--- Exercise instructions ---
The entries follow. Copy every line in which "object" appears.

Dataset entries START

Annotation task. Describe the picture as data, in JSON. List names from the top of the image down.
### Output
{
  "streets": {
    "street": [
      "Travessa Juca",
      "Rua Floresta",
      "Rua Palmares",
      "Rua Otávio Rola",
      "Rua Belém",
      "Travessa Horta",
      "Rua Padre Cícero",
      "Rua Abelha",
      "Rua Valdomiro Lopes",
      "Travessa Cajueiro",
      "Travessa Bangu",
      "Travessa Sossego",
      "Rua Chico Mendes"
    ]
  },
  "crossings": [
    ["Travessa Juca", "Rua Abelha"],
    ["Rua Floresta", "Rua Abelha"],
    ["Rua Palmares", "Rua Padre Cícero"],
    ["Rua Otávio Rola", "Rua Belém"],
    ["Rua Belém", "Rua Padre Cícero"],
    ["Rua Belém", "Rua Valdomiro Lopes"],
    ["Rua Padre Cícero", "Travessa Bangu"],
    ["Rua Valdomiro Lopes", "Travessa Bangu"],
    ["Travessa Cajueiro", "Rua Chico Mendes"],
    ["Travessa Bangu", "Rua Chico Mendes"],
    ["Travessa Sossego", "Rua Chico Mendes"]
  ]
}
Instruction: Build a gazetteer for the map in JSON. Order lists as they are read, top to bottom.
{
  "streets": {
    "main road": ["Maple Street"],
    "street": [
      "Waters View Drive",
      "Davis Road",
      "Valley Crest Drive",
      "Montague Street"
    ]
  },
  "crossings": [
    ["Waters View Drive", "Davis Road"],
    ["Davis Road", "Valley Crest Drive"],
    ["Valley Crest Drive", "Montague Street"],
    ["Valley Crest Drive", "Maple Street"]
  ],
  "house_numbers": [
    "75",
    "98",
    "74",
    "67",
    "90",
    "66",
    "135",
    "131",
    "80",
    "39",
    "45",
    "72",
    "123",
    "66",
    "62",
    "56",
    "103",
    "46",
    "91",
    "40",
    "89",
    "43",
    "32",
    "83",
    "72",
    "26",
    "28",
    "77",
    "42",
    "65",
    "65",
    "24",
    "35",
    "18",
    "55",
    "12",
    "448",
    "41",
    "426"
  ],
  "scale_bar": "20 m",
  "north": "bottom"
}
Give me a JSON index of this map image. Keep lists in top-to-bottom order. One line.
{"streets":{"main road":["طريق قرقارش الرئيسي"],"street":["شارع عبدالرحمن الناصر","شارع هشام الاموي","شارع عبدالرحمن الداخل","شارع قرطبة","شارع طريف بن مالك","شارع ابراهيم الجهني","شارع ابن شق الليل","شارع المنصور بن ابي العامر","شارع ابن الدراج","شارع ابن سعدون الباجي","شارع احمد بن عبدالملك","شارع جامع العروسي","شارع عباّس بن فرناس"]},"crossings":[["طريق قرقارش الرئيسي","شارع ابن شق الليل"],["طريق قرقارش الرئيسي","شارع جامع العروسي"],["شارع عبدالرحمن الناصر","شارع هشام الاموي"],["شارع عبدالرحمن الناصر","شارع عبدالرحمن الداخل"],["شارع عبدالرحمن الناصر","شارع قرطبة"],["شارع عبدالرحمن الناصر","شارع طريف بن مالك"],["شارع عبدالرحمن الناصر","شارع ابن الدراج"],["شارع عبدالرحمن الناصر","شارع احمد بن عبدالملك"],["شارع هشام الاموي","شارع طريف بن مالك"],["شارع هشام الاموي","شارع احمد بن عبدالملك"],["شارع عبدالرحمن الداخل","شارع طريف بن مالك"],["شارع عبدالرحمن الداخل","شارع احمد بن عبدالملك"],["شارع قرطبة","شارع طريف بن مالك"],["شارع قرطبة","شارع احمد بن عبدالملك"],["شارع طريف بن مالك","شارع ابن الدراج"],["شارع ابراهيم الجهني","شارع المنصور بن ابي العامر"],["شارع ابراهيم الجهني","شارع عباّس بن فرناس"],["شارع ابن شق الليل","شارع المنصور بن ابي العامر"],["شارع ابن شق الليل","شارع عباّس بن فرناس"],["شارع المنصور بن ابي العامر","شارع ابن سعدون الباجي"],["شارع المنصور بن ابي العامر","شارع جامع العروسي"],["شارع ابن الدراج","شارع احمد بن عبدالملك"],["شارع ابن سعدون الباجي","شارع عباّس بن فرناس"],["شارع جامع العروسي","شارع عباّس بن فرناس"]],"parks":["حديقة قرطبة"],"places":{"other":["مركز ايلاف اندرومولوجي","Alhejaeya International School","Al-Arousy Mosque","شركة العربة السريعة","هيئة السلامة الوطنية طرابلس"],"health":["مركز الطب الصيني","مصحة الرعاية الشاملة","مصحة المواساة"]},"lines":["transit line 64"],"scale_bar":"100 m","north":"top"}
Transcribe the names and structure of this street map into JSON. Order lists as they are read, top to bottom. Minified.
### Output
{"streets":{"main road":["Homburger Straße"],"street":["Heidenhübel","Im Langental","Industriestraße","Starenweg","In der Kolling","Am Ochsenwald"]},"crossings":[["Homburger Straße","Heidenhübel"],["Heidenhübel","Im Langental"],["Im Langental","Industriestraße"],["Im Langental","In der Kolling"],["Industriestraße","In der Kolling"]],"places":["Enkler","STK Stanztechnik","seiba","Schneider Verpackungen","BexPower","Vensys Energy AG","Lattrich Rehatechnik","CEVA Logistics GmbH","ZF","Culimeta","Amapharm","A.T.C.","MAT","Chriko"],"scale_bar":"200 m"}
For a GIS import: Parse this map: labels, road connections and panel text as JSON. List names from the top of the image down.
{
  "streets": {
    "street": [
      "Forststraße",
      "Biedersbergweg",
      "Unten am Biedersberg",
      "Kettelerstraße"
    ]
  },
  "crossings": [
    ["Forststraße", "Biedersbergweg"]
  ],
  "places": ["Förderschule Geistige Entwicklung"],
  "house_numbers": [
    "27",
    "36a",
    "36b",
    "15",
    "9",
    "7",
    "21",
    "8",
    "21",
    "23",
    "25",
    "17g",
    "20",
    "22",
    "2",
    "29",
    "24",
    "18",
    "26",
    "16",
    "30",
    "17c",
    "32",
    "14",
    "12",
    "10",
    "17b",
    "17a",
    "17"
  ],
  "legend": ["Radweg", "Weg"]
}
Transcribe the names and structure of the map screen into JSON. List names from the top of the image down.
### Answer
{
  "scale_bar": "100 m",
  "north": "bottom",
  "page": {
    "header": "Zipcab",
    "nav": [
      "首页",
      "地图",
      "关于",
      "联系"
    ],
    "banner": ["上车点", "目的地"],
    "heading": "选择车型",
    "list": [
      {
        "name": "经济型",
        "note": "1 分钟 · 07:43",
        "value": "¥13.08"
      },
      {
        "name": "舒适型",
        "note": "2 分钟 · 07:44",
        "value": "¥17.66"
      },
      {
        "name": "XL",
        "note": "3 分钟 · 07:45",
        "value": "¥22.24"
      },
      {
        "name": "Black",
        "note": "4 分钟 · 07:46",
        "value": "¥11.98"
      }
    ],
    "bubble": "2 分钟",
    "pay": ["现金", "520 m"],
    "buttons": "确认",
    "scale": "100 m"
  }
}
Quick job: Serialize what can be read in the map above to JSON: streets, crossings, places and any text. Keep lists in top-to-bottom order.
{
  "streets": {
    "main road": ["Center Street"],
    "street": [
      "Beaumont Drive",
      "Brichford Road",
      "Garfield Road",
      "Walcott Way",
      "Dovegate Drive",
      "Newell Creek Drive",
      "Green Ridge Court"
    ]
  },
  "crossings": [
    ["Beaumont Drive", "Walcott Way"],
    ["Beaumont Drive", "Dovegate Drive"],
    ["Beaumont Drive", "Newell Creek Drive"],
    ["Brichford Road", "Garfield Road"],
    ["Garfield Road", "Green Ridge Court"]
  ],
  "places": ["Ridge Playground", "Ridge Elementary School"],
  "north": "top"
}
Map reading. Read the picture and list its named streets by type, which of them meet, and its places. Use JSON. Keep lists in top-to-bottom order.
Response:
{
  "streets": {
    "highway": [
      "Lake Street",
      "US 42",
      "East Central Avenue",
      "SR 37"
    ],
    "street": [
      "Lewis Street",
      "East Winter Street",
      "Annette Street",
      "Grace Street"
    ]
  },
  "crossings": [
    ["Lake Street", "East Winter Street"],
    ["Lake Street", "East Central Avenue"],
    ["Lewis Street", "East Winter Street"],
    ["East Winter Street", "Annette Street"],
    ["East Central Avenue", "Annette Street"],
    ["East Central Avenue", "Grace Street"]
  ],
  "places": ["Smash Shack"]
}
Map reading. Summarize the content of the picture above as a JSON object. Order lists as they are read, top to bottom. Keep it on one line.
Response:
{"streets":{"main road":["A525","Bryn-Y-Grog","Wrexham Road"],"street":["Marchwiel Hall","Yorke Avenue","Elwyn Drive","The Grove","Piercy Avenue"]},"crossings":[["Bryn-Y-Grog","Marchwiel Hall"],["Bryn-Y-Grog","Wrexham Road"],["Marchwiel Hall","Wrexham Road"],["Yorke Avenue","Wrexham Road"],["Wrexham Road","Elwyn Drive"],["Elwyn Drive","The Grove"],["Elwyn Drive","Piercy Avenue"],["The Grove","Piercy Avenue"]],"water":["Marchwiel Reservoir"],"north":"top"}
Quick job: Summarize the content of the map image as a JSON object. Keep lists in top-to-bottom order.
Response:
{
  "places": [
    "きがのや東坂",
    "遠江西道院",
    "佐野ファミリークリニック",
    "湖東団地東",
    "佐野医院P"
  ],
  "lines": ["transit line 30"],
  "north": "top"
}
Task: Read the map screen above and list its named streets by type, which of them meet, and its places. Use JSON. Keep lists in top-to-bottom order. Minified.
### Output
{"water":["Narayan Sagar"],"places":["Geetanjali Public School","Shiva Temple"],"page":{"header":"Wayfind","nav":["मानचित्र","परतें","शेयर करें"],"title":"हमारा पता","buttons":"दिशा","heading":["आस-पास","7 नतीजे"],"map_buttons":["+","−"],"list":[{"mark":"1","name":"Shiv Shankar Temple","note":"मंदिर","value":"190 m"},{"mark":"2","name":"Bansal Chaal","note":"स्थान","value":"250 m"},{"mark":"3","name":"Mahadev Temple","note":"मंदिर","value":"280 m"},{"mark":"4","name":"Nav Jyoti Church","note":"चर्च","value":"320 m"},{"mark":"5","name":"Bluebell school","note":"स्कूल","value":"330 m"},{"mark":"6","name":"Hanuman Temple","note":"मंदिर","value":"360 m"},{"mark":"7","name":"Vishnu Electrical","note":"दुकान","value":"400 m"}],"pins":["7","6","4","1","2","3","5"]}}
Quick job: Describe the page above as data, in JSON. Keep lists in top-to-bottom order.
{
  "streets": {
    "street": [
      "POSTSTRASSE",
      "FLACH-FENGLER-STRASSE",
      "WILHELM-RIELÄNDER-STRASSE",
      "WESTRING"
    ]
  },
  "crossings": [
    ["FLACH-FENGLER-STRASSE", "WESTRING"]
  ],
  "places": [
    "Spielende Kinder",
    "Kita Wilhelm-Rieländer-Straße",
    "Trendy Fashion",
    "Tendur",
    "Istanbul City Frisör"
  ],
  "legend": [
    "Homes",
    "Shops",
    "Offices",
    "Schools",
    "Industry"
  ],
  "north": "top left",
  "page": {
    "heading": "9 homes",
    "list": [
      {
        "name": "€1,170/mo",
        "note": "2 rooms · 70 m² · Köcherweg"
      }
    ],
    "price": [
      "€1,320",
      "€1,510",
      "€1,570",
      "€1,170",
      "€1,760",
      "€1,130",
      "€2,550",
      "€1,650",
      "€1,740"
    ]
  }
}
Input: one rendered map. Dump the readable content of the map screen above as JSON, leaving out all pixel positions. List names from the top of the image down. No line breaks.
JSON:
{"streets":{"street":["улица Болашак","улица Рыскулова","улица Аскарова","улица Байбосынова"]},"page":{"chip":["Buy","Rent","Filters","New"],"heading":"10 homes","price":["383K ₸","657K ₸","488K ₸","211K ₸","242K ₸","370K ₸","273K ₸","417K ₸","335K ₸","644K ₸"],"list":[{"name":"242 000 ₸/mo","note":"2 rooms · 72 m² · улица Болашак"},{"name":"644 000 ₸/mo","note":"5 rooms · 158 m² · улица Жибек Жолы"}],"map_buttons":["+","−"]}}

Dataset entries END

--- Answer to this task ---
Map reading. Summarize the content of the picture above as a JSON object. Order lists as they are read, top to bottom. Keep it on one line.
Quick job: Summarize the content of the map image as a JSON object. Keep lists in top-to-bottom order.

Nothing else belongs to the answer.